THEOPHYLACTUS: Not alone shall men tremble when the world is being dissolved, but even the angels will be fearful in the presence of such terrifying destruction of the universe. Hence there follows: For the powers of heaven shall be moved.

EUSEBIUS: When the Son of God is about to appear in glory, to cast down the now ended tyranny of the son of sin, the gates of heaven, closed from all ages, will now by the hands of ministering angels be thrown wide open, so that the heavens shall stand revealed.

CHRYSOSTOM, Ad Olympiam Ep. 2: Whence in Job is it said (Job xxvi. II): The pillars of heaven tremble and dread at his bec. What shall the little columns do when the pillars of the firmament tremble? What shall the reed in the desert endure when the cedar of paradise is stricken? Eusebius: Or, again; the Powers of the heavens are they who rule over the visible parts of the universe, who shall now be changed that they may go on to a more perfect state. For in the new creation they will be freed from the tasks in which they now serve God in things which follow the course of change and decay.

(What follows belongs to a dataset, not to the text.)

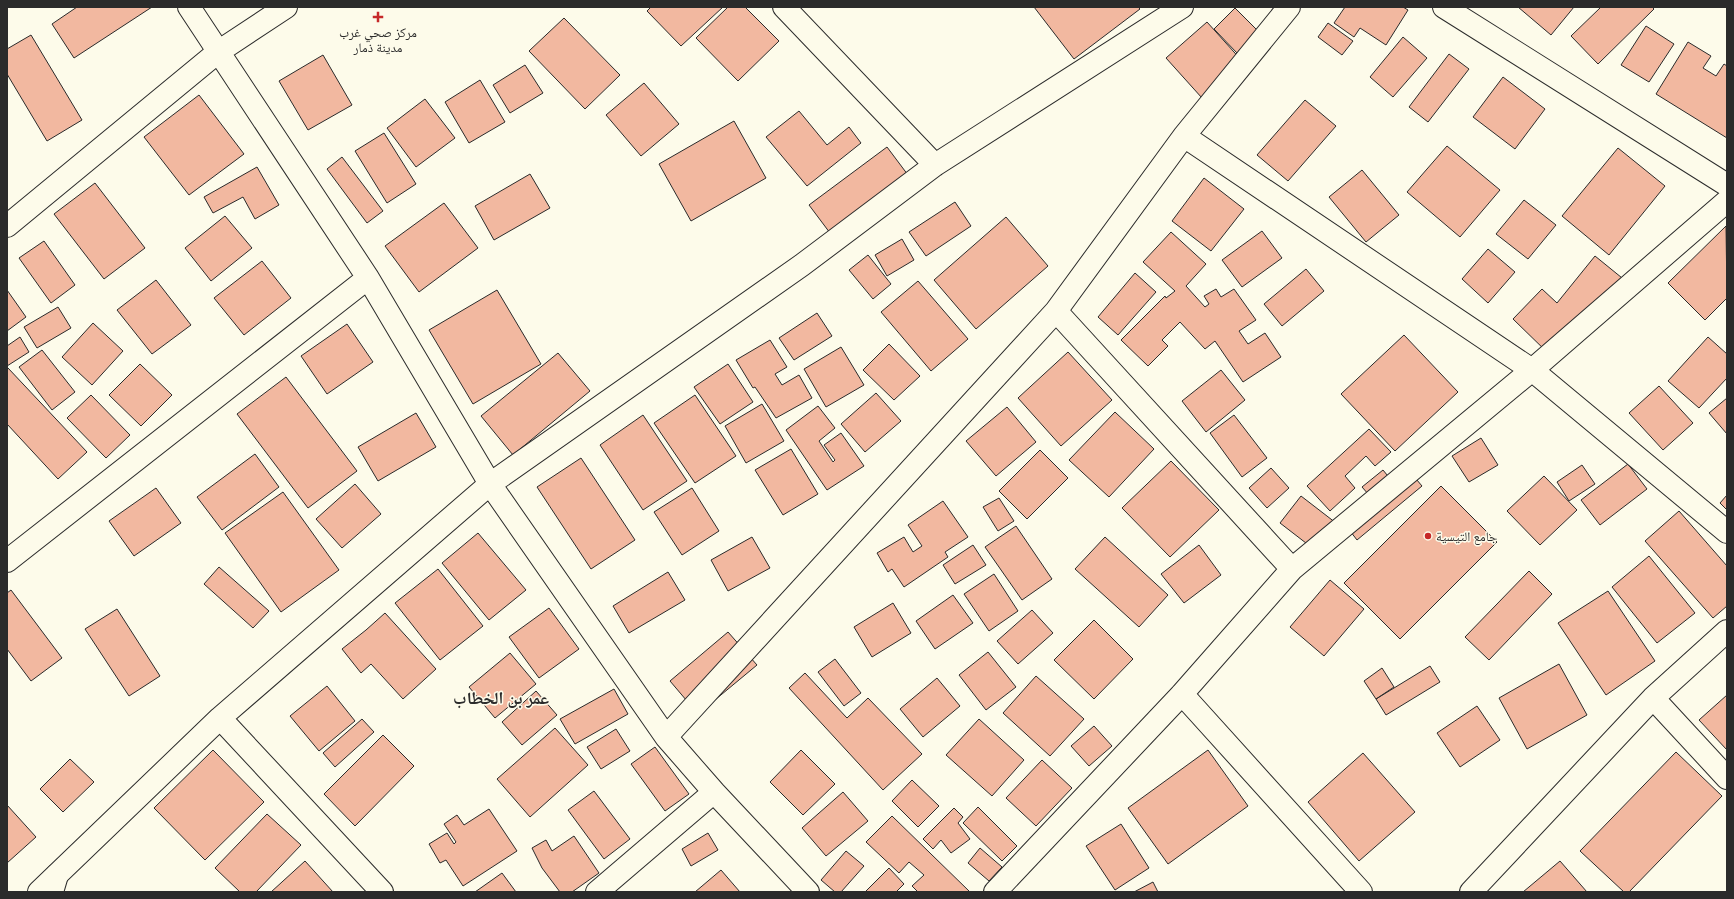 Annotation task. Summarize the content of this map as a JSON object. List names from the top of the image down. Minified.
{"districts":["عمر بن الخطاب"],"places":{"health":["مركز صحي غرب مدينة ذمار"],"other":["جامع التيسية"]}}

AUGUSTINE, Ad Hesych. as above, par 39 (in which letter Bishop Hesychius wrote Augustine concerning the prophecies foretelling the end of the world and the signs preceding. Ed.): I consider that these things should be better understood in the Church, lest the Lord Jesus may appear to be foretelling, as extraordinary events which shall foretell His Coming, things which have happened in this world even before His First Coming, so that we may not be laughed at by those who have read of even more extraordinary events in the story of mankind. For the Church is the sun and the moon and the stars, to whom it was said: Fair as the moon, bright as the sun (Cant. vi. 9), and she then shall not be seen, as her persecutors rage against her without measure.

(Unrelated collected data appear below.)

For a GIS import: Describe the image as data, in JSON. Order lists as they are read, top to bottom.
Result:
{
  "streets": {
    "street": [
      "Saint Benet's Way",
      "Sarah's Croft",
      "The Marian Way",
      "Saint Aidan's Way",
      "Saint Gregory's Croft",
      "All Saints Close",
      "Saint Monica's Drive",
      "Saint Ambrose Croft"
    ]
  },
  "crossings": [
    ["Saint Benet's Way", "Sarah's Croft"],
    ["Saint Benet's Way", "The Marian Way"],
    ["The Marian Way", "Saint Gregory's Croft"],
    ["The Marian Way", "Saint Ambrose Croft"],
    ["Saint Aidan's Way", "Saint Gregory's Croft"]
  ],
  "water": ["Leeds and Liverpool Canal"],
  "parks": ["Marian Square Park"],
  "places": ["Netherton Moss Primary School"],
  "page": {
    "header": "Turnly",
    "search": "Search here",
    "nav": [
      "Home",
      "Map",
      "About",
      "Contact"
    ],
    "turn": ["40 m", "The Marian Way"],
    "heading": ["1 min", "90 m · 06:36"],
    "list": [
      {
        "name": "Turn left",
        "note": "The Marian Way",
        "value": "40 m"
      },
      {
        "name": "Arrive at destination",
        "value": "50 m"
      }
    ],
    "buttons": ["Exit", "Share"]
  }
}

AMBROSE, 10 in Luke: Many apostatizing from Christianity, the brightness of the faith will be dimmed by this cloud of apostasy: since the heavenly Sun grows dim or shines in splendour according to my faith. And as in its monthly eclipse the moon, by reason of the earth coming between it and the sun, disappears from view, so likewise the holy Church, when the vices of the flesh stand in the way of the celestial light, can no longer borrow the splendour of His divine light from the Sun of Christ. And in the persecutions it was invariably the love of this life that stood in the path of the Divine Sun. Also the stars, that is, men surrounded by the praise of their fellow Christians, shall fall, as the bitterness of persecution mounts up; which must however come to pass, until the number of the faithful is made up; for so the good are proved and the weak made known.

AUGUSTINE, as above, par. 40: What is here said, and upon the earth distress of nations, is not to be understood as meaning the seed of Abraham, in whom all peoples shall be blessed (Gen. xxii. 18), but those who will stand upon the left hand side when all men are gathered together before the Judge of the living and the dead.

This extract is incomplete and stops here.